Work order: In the entries below, how many lines contain the string "Extension"? Respond with the number only.

Data records:
== == ==
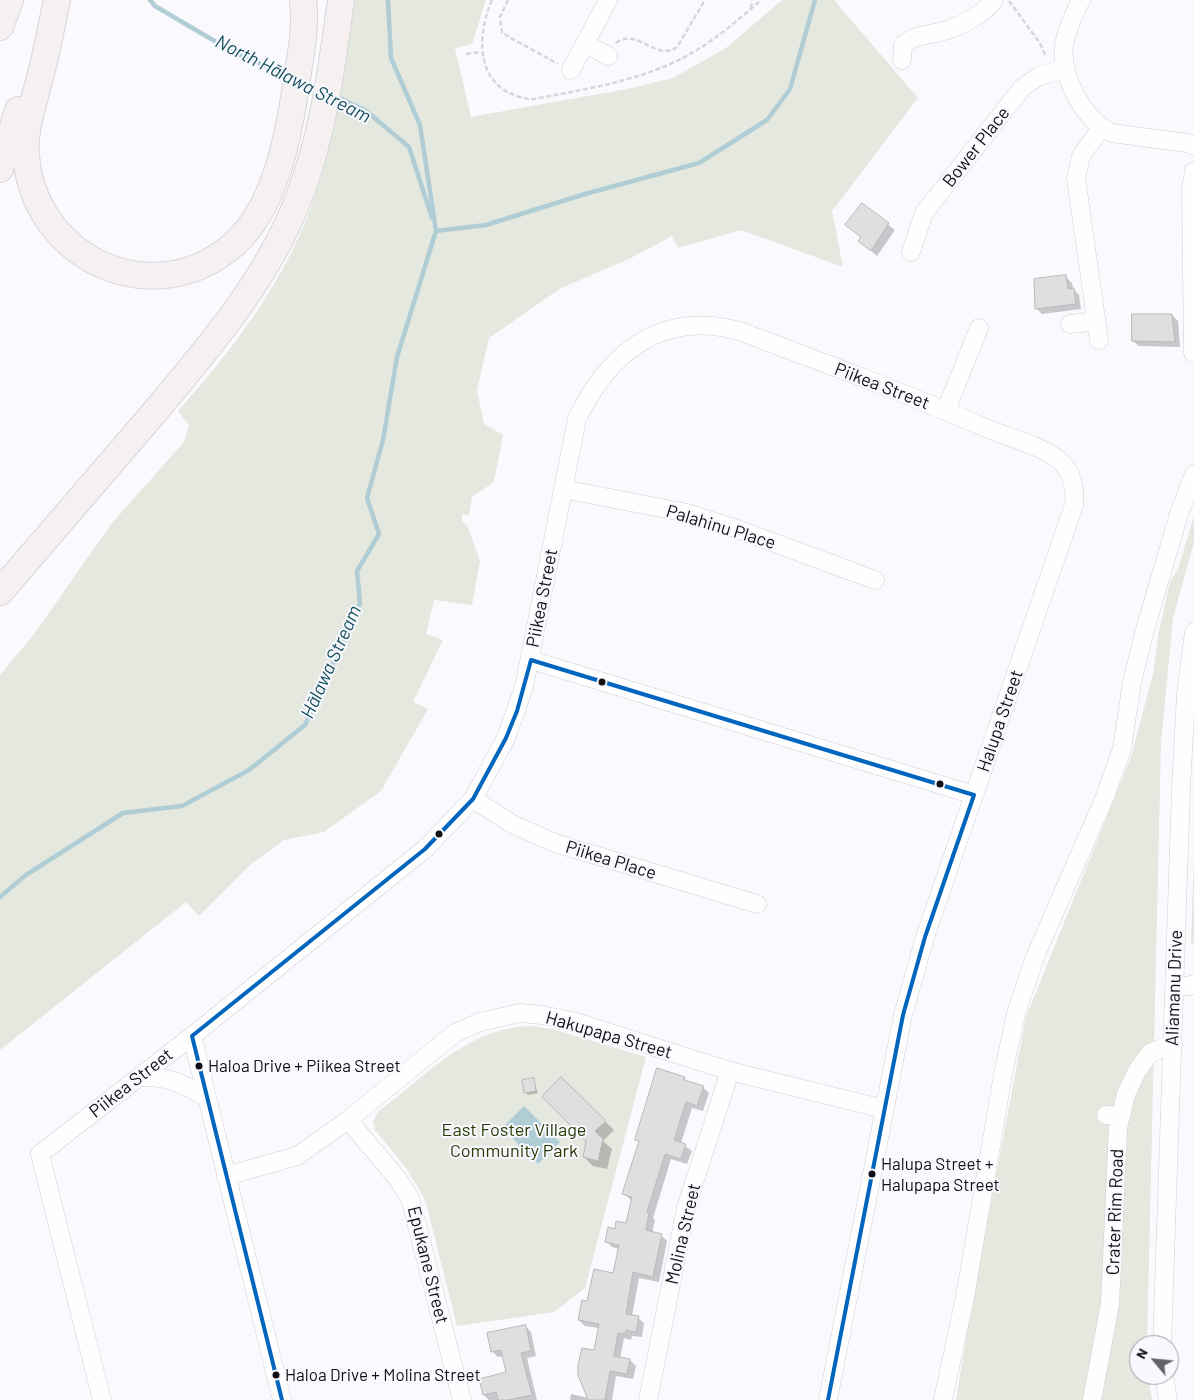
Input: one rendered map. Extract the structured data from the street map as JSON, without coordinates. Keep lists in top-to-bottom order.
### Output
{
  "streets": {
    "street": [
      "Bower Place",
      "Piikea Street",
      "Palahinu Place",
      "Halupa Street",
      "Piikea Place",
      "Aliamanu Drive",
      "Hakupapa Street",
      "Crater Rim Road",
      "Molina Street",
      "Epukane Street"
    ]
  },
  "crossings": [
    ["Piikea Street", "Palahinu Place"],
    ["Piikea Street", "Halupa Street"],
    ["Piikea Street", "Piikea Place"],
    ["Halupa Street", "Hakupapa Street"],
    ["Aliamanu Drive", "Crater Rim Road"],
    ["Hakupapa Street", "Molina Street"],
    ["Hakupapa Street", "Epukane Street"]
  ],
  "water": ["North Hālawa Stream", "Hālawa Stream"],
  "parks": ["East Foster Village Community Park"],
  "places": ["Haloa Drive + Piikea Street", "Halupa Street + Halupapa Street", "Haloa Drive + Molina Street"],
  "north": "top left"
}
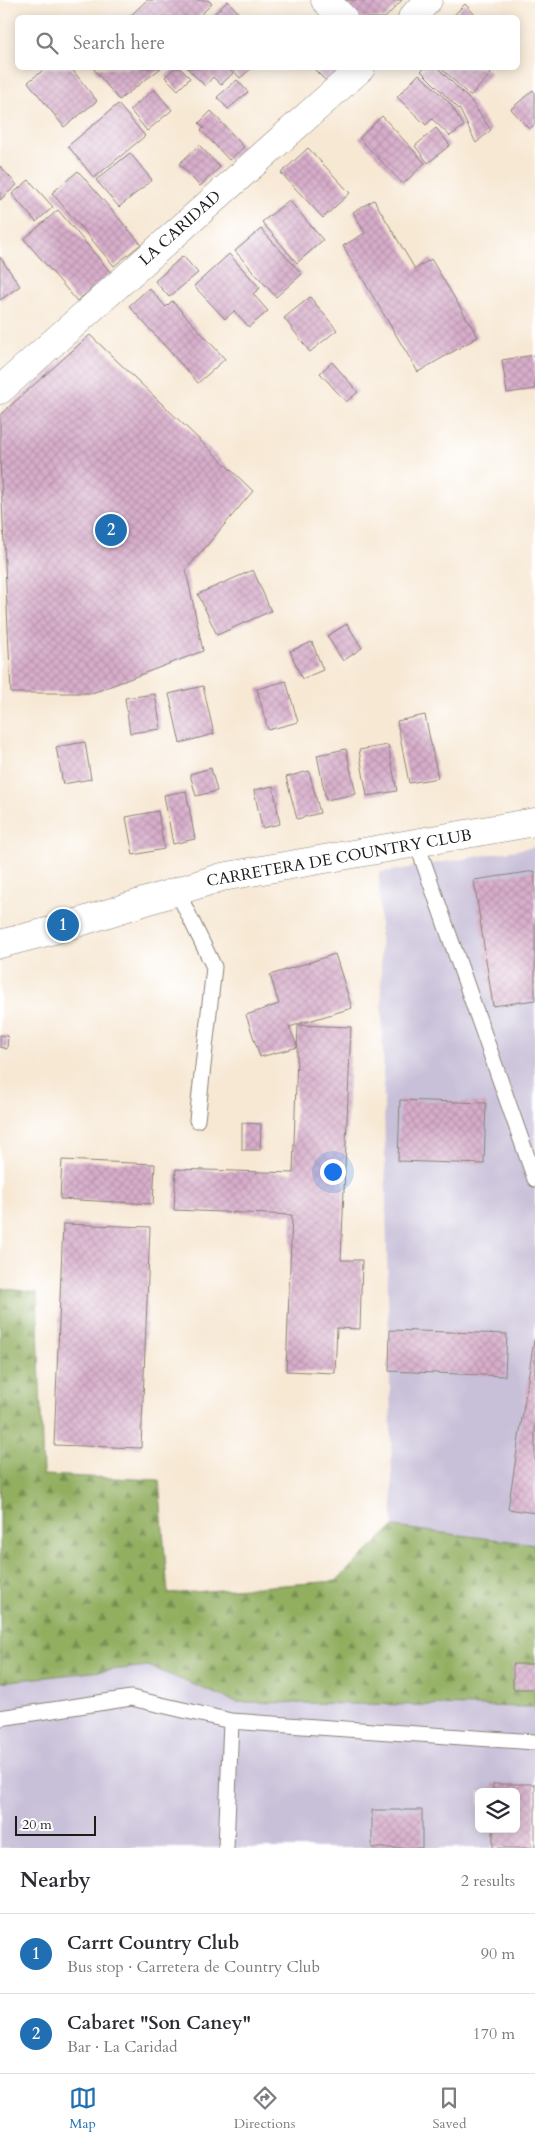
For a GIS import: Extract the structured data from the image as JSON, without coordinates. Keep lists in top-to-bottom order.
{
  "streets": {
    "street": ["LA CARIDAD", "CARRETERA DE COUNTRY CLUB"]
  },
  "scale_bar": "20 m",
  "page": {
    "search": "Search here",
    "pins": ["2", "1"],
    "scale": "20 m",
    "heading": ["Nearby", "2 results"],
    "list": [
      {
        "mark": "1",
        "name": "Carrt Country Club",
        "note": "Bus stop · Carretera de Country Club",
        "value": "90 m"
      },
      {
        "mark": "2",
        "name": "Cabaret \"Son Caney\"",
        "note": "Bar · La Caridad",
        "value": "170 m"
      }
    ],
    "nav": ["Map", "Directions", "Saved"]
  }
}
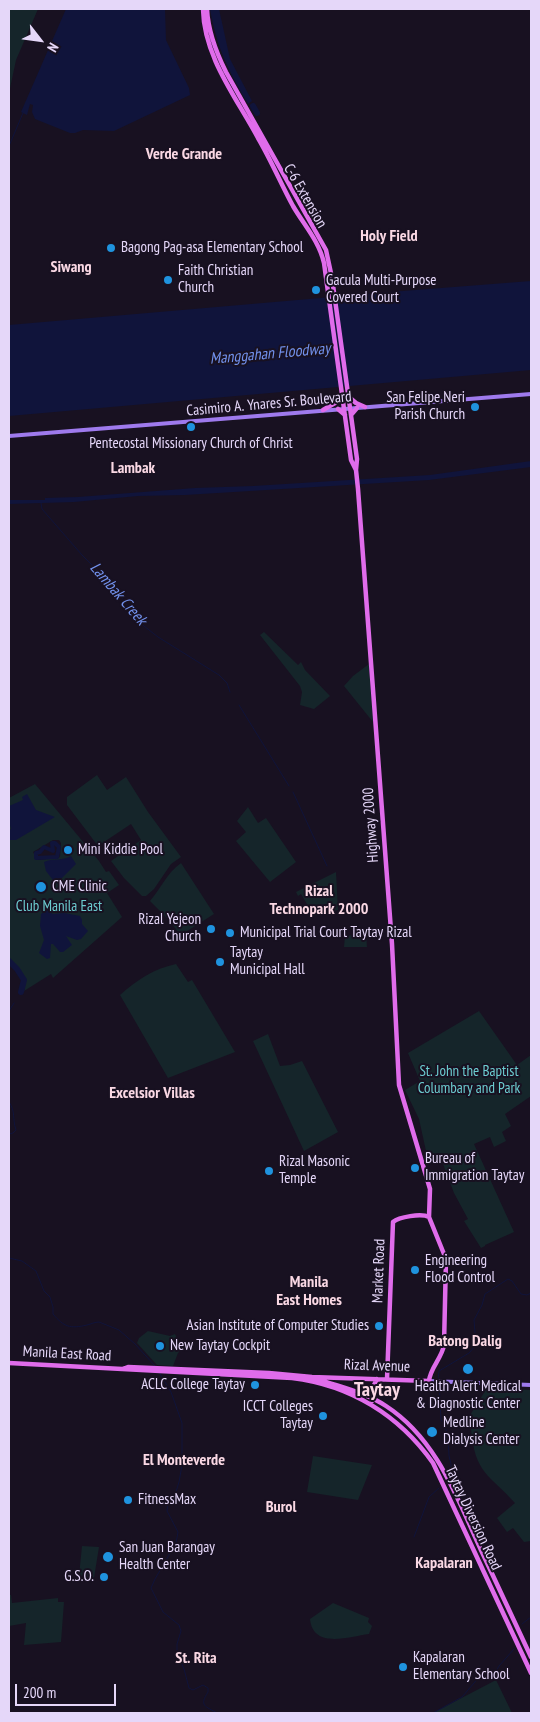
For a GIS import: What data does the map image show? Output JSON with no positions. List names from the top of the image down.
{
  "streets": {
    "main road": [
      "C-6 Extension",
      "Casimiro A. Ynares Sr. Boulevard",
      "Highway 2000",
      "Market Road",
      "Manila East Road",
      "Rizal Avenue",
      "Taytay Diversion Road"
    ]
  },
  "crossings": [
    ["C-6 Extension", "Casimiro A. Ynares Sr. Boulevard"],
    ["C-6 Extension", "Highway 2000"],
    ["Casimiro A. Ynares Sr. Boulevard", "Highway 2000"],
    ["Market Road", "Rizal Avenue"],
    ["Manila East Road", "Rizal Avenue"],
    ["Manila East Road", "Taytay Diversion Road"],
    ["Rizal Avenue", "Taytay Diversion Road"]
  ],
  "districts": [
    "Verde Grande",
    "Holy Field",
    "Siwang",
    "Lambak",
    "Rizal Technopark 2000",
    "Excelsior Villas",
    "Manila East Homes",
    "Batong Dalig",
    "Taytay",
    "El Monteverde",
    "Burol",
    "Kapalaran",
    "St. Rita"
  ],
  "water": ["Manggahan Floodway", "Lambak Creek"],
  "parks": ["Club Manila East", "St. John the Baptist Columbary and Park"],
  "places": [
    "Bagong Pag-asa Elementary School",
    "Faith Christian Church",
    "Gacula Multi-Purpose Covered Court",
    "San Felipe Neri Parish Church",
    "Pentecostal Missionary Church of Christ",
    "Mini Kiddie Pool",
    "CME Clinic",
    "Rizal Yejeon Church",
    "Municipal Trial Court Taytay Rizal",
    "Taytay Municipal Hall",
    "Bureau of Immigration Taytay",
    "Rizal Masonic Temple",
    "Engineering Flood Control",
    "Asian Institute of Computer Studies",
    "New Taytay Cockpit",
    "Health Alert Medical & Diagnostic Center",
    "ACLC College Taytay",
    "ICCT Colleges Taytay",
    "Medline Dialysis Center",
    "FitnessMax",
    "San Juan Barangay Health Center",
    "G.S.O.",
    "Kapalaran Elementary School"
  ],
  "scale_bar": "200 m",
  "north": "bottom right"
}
== == ==
Exercise output: 3